To understand, let's take a look at the code that's responsible for resetting the password.

Here we go, UserEmail.reset_password_instructions. This basically just means what it says, that there's a user email for resetting password instructions... .deliver_later - here's the important bit. This email gets sent asynchronously. It gets added to a queue and runs a little bit later.

Why do we do this? Because we don't want to leave the user waiting after they fill in the reset password form. Sending an email can take a few seconds, also we can fail. We don't want the request to fail, therefore we return quickly and run that email in the background job.

That's all well and good in production. However, within the test environment, there's an issue. If this is run asynchronously, then this will get executed milliseconds later, before this has had time to run, ie before the email gets sent. If the email hasn't been sent yet this is going to be nil, therefore the test will fail.

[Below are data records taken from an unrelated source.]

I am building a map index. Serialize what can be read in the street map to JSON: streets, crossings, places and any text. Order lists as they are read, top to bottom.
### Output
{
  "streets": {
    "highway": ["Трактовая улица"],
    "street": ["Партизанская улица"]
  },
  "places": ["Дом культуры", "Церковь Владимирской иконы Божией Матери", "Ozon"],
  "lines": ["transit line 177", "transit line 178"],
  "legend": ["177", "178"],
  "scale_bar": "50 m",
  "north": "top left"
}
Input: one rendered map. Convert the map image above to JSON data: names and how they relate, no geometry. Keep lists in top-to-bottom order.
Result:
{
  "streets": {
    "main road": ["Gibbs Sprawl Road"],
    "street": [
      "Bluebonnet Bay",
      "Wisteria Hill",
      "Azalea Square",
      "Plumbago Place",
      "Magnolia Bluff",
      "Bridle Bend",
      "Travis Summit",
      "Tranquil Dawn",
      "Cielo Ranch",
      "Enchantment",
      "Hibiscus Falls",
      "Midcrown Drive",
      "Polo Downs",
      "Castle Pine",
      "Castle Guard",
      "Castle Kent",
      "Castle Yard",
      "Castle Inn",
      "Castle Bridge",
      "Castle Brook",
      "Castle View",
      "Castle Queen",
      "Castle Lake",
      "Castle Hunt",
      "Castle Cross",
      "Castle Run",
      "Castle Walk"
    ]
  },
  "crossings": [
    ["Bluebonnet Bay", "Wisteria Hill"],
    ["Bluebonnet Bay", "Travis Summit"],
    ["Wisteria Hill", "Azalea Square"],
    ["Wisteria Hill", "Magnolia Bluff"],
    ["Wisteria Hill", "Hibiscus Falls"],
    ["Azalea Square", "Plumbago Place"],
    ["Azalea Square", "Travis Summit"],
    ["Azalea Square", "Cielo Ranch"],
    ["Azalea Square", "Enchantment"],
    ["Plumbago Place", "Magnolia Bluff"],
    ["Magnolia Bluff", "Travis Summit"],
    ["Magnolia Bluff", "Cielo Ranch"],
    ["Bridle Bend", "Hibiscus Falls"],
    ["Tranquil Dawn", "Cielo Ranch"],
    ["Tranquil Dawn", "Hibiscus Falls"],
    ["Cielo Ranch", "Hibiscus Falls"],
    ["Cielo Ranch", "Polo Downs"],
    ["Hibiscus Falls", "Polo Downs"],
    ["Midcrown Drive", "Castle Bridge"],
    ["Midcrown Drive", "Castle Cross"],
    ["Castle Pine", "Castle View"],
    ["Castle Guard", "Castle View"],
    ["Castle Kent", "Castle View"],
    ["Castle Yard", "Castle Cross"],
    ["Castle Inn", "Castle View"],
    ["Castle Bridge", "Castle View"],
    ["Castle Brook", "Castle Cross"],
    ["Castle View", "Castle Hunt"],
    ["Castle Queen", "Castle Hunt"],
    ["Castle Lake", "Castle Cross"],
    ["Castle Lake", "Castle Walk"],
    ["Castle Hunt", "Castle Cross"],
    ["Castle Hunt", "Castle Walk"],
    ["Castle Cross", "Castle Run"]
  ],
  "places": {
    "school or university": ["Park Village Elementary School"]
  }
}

We avoid this by making that synchronous. Therefore the email would have actually sent by the time we check for the last email. Let's run that test real quickly to confirm that it passes. I’m doing that from vim.

And you can see it's green, the test passes.

So what does this test correspond to within the web app? Here you can see a bog-standard, Reset Password form. Somebody enters their email here and then clicks “Reset my Password”, nothing too special.

Now, let me get to the point about brittleness. The text here has “Reset my Password”, imagine that I wanted to change that button to “Reset Password” or that someone else on my team wanted to do that, doing that should not change whether the test fails or passes.

So, let me actually go to the form field and change that text. Now it says Reset Password. Let me run that test again…. and RED, it fails.

If you read the error, it says, Unable to find button “Reset my Password” that is not disabled. What does it look like within the browser? Everything's working, all that changes is the button text.

Now what I want to do is find a way for the test to continue passing, even when that text changes.

The way I do that is by adding an unchanging test interface. What I like to use is HTML ids, I never use these ids for CSS styling. And I also have a rule never to change these or at least very rarely to change these, therefore this is stable over a very long period of time.

I'm going to add one here. I'm going to call it something like reset_password_button. Next I'm going to modify the test to use that instead of the text.

So… Let me run that test again. And it works. Excellent. That’s going to be less brittle.

And just to prove the point, let me radically change that text, check it out in the browser, and then run the test again. And it continues to pass.

This is a much better way of doing things, far less brittle, far less likely to break over the long term.

Tip2: Use Non-JS Test-drivers Where Possible For Speed.

The way I see it, integration tests come in two varieties: those that require JavaScript drivers for rendering, and those that do not.

Tests that can render with pure HTML, HTML alone, are much, much faster. They get to interface more directly with the back-end server.

By contrast, tests with JavaScript are usually far far slower.

The test you're looking at right now runs with rack-test, a HTML-only driver. Let's see what its speed is.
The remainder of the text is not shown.